-- Opening Marker --
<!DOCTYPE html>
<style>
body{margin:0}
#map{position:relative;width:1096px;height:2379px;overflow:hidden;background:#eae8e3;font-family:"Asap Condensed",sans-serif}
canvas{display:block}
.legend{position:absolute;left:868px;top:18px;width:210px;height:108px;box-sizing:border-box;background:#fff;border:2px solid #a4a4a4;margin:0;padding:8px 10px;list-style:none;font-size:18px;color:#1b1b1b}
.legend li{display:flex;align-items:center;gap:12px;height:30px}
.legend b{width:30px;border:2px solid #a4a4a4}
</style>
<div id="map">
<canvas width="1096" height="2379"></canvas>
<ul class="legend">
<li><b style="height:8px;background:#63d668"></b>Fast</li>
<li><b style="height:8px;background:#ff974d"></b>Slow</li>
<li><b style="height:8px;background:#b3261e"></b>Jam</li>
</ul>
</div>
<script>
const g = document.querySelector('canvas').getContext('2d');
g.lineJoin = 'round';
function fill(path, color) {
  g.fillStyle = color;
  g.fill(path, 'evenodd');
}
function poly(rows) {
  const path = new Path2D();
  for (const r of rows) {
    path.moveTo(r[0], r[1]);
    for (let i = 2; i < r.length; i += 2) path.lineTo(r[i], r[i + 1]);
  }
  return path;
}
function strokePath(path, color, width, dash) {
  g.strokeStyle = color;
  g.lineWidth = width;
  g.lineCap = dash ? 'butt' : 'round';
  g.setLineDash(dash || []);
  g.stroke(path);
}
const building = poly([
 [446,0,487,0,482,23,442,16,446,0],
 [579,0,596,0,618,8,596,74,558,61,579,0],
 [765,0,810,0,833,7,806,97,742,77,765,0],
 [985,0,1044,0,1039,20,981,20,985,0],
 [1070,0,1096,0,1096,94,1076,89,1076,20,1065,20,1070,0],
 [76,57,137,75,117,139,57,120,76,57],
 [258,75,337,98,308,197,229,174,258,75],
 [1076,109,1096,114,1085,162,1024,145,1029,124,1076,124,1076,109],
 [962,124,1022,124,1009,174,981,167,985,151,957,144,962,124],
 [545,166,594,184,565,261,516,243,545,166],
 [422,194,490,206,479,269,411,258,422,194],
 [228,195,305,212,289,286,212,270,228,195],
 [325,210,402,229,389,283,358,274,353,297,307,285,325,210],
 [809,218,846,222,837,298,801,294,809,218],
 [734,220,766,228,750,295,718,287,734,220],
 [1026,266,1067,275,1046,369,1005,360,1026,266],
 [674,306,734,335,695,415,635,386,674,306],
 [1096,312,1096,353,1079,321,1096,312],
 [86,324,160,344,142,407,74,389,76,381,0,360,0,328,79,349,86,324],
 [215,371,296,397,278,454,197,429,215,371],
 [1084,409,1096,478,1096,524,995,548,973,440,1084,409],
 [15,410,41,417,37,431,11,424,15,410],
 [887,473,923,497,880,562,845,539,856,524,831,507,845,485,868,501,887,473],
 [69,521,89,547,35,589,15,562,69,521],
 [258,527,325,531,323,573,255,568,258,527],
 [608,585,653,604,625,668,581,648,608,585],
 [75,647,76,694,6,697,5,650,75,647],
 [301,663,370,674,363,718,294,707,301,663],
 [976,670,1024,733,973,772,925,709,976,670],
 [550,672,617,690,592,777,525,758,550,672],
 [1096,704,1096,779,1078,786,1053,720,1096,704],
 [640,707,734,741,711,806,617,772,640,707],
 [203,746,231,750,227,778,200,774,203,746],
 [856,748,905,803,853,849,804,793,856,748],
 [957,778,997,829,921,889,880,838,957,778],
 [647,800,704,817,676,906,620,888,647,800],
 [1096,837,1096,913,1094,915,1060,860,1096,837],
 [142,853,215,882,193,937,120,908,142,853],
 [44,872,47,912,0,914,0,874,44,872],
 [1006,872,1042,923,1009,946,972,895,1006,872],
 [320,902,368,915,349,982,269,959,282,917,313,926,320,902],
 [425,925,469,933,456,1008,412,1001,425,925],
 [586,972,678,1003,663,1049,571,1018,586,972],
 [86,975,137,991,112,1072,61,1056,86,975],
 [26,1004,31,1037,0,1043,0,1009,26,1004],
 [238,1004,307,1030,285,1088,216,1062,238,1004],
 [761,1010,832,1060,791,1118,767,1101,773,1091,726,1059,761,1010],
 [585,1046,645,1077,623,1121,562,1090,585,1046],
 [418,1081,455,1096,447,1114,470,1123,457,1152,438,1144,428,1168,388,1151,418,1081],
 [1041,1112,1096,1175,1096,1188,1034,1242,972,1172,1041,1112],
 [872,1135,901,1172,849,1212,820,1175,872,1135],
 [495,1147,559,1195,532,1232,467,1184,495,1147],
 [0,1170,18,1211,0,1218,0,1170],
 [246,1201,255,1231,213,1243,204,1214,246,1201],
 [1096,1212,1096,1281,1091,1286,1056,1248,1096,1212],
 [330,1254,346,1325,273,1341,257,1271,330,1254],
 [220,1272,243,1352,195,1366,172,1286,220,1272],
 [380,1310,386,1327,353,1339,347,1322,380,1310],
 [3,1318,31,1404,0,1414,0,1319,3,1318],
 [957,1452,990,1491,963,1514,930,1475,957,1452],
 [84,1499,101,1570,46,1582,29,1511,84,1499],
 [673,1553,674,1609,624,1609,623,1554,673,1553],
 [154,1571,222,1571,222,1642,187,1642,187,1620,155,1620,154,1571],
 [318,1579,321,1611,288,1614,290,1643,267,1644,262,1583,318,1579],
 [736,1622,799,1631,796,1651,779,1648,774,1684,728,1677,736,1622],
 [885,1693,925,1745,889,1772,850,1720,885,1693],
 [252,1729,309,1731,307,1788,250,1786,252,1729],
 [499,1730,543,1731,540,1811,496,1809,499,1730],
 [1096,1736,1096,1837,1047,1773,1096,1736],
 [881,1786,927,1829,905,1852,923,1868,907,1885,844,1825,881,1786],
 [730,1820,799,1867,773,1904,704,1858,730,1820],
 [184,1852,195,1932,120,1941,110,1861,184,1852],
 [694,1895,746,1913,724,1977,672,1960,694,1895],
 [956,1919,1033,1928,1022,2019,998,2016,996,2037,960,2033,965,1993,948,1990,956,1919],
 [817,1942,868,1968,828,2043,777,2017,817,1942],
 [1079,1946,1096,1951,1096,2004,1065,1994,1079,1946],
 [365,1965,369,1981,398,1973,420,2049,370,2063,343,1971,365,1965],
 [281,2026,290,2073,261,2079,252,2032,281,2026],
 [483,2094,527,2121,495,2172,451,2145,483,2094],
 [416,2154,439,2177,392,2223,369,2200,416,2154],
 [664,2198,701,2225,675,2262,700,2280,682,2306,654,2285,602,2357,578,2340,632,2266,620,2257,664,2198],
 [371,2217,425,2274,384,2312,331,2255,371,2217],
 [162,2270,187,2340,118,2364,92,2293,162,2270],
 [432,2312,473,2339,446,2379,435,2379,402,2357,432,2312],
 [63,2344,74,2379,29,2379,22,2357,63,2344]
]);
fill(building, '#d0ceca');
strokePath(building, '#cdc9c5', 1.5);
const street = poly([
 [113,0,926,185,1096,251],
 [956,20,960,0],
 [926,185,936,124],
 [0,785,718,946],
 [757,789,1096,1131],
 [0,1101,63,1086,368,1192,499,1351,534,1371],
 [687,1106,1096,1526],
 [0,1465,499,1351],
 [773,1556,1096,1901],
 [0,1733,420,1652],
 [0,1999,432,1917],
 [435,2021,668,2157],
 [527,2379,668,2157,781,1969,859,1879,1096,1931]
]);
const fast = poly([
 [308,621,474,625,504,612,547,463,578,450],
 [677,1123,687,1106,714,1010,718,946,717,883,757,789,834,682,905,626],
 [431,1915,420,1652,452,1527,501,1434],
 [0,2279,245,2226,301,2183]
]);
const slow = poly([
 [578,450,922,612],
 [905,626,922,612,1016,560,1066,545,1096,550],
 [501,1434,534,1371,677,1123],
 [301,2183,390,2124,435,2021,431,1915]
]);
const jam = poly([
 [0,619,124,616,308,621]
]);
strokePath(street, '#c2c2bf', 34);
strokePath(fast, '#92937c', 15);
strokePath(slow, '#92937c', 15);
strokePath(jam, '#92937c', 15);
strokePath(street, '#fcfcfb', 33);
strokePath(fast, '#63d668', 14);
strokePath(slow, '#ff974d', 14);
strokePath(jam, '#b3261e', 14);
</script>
-- Closing Marker --
▶ WHAT IS EXPECTED: Your answer must be a copy of every line in the data above that holds the string "canvas".

▶ ANSWER TO THIS TASK:
canvas{display:block}
<canvas width="1096" height="2379"></canvas>
const g = document.querySelector('canvas').getContext('2d');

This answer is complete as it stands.